Otro de los aspectos que marco toda mi vida hasta que me vine
a estudiar a Valencia fue la academia de inglés donde mi abuelo se encabezonó
en apuntarme. Empecé a ir, si no recuerdo mal, con 5 años. Siempre a la sombra
del listo de mi primo, del que más adelante hablaré.
Llevando ya 7 años en la misma academia y, habiendo pasado ya
por miles de grupos distintos, fui a parar a un grupo un tanto peculiar. Eran
mayores que yo, uno, dos o incluso tres años mayores; aspecto que me imponía
respeto. Poco tardamos en cuadrar como clase. Pero no voy a centrarme en la clase
en general, de hecho había dos personas en dicha clase que captaron mi atención
al poco tiempo de estar allí.
Eran peculiarmente diferentes al resto y, curiosa de mí, sin
saber qué hacía, me acerque a ellos hasta tal punto que ahora con 18 años
todavía somos amigos.
Empiezo por el espécimen más raro de la clase; amigo con el
que después de muchas trifulcas, enfados y cabreos, continuo contando. Persona
con la cual he ido madurando poco a poco y descubriendo que yo también era
diferente al resto.
Luego estaba ese muchacho tímido de los pelos largos y
monopatín. Torpe, amable y simpático. Con el que forjé una relación que aun
ahora, en la distancia, se mantiene.
Cada cual aportó a mi existencia ese granito de azúcar moreno
que lo distingue del azúcar normal. Ese punto de color que no todo el mundo
sabe apreciar en el negro.
Piru y Kevin, fue un placer coincidir en aquella academia.
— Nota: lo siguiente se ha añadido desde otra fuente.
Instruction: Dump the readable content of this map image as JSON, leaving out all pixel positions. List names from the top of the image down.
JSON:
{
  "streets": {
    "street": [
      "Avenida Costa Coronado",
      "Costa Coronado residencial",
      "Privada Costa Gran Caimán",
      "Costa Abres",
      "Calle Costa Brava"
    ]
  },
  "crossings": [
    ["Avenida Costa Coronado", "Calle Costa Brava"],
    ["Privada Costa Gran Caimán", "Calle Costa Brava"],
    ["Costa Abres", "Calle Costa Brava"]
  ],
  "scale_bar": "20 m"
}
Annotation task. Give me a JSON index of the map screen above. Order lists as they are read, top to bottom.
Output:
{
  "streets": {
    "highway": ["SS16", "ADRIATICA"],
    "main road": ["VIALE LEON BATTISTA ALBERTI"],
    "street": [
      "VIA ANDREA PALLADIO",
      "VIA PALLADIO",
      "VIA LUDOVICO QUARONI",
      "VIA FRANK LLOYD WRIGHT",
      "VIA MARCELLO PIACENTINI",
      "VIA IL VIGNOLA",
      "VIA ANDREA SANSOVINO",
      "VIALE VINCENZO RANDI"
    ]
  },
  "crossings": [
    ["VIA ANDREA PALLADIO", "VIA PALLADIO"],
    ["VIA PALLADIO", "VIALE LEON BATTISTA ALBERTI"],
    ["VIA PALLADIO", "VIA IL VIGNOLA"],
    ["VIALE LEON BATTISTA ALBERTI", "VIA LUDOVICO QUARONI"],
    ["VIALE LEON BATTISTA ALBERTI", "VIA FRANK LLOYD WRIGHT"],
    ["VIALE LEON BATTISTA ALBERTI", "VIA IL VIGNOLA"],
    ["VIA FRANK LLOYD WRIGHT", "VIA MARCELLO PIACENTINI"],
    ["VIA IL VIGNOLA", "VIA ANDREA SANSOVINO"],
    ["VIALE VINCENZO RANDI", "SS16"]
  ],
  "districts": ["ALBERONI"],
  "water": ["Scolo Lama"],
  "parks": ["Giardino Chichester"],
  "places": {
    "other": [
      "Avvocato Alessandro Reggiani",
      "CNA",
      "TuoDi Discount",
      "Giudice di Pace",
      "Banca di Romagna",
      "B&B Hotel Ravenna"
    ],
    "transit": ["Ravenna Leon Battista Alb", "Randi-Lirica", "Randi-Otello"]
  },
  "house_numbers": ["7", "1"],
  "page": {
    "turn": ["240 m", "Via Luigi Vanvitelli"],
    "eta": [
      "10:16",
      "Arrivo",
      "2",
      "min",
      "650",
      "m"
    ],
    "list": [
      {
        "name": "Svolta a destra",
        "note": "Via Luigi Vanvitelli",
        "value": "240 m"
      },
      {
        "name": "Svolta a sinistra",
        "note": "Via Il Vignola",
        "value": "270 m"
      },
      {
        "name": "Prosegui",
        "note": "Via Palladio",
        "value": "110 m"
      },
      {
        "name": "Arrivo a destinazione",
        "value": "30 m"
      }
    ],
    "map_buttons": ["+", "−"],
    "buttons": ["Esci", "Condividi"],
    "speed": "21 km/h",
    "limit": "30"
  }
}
Piru descubrió una de las partes de mi vida, que más
escondida llevaba, una tarde noche al salir de la academia, cuando en mis
cascos sonaba Nirvana y, sin querer, empecé a cantar. Sí, evidentemente,
coincidimos en gustos musicales. ¿Él? Un bala perdida; ¿yo? Una niña buena y
aplicada, una muchacha que no quería llamar la atención.
A Kevin me acerqué yo, era tan tímido y reservado que
conseguía llamar mi atención en todo momento. Pero sin duda alguna, si he de
resaltar algún momento que nos uniese más, fue aquel día que nos tocó decorar
la clase de inglés con adornos navideños que acabaron en nuestro pelo. Fueron
unas risas increíbles; pensaba que nunca había reído tanto en mi vida. Fue increíble,
como él: una persona increíble.
Luego, gracias a Dios o al destino o a la divina providencia;
por estas casualidades que nos trae la vida, acabamos en el mismo grupo de
amigos. Acabamos siendo casi inseparables. Bueno casi no, inseparables.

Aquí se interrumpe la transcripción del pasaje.